Here’s an article from Chemical and Engineering News titled Nuclear Retirement Anxiety. It’s a pretty good premier on the subject of nuke plant operating life, security and decommissioning:

From the article:

“Yet to be seen will be the impact on aging power plants of new safety and maintenance requirements springing from NRC’s analysis of the Fukushima Daiichi nuclear power plant accident in Japan. That tragedy happened two years ago this spring. Under a phased schedule, NRC is requiring new safety additions for 31 U.S. reactors that are similar in design to the three Japanese reactors that suffered a meltdown and released radioactive materials following an earthquake and tsunami.

The new requirements include emergency backup power and instrumentation to ensure spent-fuel pools operate adequately. All these reactors must also now have hardened vents for reactor containment structures to relieve pressure and discharge built-up hydrogen during a reactor vessel accident. NRC is also contemplating requiring filters to capture vented radioactive material.”

I K's picture
I K on Apr 22, 2013

You need to look at the second side of the equation, what will it cost to generate the lost 4.5TWh using coal? The important part is that the utility will likely not need to build an additional coal or gas plant but will just operate its existing coal plants at a higher capacity thus the only cost to replace the lost energy is the cost to buy nearly 2 million tonnes of coal annually.
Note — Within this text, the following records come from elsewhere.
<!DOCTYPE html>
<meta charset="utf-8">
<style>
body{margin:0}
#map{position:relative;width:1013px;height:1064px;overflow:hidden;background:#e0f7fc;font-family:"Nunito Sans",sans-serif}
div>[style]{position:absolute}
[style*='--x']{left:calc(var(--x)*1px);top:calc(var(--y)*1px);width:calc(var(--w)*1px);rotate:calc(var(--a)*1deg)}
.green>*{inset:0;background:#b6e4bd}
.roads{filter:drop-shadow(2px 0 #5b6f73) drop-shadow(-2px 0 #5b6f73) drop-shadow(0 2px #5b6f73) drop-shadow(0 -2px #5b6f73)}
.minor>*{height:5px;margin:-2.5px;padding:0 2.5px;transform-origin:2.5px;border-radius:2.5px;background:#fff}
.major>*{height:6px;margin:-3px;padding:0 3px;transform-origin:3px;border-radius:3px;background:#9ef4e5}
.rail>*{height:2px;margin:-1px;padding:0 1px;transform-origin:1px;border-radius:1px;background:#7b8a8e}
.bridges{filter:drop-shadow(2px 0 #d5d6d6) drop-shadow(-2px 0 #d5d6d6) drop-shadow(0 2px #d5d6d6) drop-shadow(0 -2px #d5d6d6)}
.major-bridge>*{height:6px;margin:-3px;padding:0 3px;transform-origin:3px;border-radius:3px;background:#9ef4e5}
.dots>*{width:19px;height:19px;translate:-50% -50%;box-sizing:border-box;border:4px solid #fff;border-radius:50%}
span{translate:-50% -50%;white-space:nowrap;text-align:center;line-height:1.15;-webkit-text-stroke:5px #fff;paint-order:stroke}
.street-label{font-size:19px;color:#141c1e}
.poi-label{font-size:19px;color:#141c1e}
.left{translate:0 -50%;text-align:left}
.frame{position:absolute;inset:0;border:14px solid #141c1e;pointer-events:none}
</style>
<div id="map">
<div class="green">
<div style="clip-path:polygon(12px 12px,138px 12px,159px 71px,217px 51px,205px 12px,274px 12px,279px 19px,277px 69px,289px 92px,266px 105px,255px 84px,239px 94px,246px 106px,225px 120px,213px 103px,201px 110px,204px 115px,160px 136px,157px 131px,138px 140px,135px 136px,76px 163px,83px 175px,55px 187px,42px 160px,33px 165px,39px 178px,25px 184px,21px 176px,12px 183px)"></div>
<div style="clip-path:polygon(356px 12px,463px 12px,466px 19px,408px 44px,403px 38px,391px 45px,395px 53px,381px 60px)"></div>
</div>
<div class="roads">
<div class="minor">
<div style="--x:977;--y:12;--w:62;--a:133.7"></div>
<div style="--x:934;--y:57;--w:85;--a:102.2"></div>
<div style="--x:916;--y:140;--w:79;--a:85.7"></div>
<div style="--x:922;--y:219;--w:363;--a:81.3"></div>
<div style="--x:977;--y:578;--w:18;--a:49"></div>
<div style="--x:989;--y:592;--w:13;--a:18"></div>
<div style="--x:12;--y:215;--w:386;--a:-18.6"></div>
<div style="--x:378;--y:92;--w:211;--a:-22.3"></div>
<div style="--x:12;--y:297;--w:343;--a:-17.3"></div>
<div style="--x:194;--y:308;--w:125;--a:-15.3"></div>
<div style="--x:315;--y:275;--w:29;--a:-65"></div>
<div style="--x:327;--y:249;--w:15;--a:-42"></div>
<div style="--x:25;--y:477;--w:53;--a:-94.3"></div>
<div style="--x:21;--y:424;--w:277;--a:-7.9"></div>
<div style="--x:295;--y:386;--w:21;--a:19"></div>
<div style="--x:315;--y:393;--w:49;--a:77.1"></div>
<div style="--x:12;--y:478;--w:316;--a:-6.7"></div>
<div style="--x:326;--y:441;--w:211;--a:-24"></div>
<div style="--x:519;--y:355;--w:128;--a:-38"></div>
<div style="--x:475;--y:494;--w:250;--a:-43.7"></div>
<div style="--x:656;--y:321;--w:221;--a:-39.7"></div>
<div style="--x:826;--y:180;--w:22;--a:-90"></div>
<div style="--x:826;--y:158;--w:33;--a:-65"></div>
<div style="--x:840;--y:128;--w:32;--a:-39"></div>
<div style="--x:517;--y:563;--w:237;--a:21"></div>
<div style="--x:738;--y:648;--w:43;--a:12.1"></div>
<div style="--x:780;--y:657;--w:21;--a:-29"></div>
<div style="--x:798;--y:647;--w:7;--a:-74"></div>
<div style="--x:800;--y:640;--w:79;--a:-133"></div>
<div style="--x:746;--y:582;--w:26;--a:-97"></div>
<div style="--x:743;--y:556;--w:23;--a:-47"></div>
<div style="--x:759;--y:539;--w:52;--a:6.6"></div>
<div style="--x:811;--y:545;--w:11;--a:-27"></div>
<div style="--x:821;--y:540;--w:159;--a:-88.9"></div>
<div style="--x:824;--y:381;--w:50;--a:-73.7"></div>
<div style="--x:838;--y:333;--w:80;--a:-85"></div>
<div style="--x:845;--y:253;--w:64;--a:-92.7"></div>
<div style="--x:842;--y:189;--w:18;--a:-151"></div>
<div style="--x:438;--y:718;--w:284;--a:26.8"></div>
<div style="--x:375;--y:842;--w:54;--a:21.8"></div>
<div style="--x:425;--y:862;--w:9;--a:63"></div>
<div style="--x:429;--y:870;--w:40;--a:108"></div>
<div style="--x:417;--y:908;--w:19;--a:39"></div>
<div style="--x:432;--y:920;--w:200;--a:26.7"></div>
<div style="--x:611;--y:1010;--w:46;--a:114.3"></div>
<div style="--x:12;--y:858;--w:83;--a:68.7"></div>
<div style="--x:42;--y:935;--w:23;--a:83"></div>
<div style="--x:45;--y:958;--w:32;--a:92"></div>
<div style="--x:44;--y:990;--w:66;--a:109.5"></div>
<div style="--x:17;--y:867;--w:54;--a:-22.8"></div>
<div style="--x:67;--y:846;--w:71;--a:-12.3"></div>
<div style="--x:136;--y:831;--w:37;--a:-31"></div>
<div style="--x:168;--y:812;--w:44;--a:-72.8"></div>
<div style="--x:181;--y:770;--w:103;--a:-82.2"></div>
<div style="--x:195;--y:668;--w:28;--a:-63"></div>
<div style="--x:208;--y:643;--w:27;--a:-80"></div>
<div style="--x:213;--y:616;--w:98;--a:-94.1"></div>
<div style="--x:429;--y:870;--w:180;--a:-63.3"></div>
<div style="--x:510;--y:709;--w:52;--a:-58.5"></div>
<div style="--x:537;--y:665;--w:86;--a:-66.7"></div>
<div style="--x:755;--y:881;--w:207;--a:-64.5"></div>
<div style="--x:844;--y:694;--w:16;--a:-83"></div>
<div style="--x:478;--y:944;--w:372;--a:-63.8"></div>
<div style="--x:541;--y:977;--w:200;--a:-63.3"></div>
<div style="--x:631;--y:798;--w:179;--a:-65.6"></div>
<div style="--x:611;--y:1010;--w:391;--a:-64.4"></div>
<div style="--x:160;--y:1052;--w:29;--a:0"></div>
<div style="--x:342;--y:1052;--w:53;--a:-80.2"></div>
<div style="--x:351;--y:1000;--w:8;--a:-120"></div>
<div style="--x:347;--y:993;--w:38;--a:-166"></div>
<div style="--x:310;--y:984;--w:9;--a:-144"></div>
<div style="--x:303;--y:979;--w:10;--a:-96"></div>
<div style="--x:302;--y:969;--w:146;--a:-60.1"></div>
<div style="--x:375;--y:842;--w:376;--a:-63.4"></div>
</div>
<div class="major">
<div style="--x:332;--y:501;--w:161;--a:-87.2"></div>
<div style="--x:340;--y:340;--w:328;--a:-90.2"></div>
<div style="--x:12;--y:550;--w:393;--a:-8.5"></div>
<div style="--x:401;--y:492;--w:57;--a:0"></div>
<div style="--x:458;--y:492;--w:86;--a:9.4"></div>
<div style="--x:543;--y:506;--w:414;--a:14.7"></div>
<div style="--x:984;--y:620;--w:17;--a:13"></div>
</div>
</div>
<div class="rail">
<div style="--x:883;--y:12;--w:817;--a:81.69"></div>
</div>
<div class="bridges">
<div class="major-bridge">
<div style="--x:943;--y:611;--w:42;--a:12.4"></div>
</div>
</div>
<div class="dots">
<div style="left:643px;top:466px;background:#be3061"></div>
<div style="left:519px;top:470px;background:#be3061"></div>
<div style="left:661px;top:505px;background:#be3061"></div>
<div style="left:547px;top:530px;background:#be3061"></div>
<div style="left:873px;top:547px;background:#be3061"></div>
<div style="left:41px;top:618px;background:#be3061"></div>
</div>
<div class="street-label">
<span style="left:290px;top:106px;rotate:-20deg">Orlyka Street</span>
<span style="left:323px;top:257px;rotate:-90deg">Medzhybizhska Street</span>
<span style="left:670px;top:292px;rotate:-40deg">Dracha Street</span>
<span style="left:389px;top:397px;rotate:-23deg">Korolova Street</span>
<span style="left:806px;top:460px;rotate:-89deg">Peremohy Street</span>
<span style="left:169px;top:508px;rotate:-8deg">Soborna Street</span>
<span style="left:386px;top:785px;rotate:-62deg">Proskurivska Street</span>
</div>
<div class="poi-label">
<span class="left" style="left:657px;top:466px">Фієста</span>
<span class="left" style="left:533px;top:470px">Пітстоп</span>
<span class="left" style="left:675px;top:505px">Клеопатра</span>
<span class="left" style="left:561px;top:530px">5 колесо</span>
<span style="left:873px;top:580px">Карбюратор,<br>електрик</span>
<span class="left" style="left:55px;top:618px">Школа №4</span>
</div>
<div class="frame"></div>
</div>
With the proximity of the PRB it might only be about $40 a tonne so annual cost would be lower than about $80M. So at this stage it’s simply a matter of looking at the cost to run the nuclear station and if it is higher than $80M there is a financial case to close it. That means the plant would need to generate power for less than $18/MWh to be viable which it probably doesn’t do.

With a global grid it could have just exported its output to $80/MWh electricity Europe…..

Rod Adams's picture
Rod Adams on Apr 23, 2013

You may not realize that Kewaunee is a Westinghouse designed Pressurized Water Reactor with a large containment structure; it would not be affected by any new requirements for hardened vents on BWRs.

Rod Adams's picture
Rod Adams on Apr 23, 2013

I assume you do not believe that air pollution, water pollution or CO2 dumping are problems worth expending any funds to address.


Rod Adams's picture
Rod Adams on Apr 23, 2013

My issue with Dominion is that they kept their sales effort a near secret until they gave up and announced that they were closing the plant.

Most people that have a valuable asset that they would like to sell put a little more effort into marketing and trying to reach potential buyers. From what I can tell, Dominion only talked to a few other companies, probably those that were already in the business of producing power and had no real interest in adding to their existing capacity in a slow market.

I K's picture
I K on Apr 23, 2013

What I think is irrelevant to the reality on the ground today and the near future.  The utility needs to maintain positive cash flow and profitability and that may or may not mean closing that nuke down

I was just trying to highlight that the value of the nuke in an excess capacity network is the marginal fuel cost of the existing plants that will step in and in this case that may be as low as 15 dollars per mwh.

I K's picture
I K on Apr 23, 2013

A single rich company or individual could potentially subsidise it for a few years. May require as little as 20m dollars a year. Agree a strike price per mwh with the utility for 10 -20 years

Below x the investor mskes up the difference.  above x thr investors get tge difference. Effectively a future bet on electricity prices.  Where x is the price the utility is willing to keep the unit open.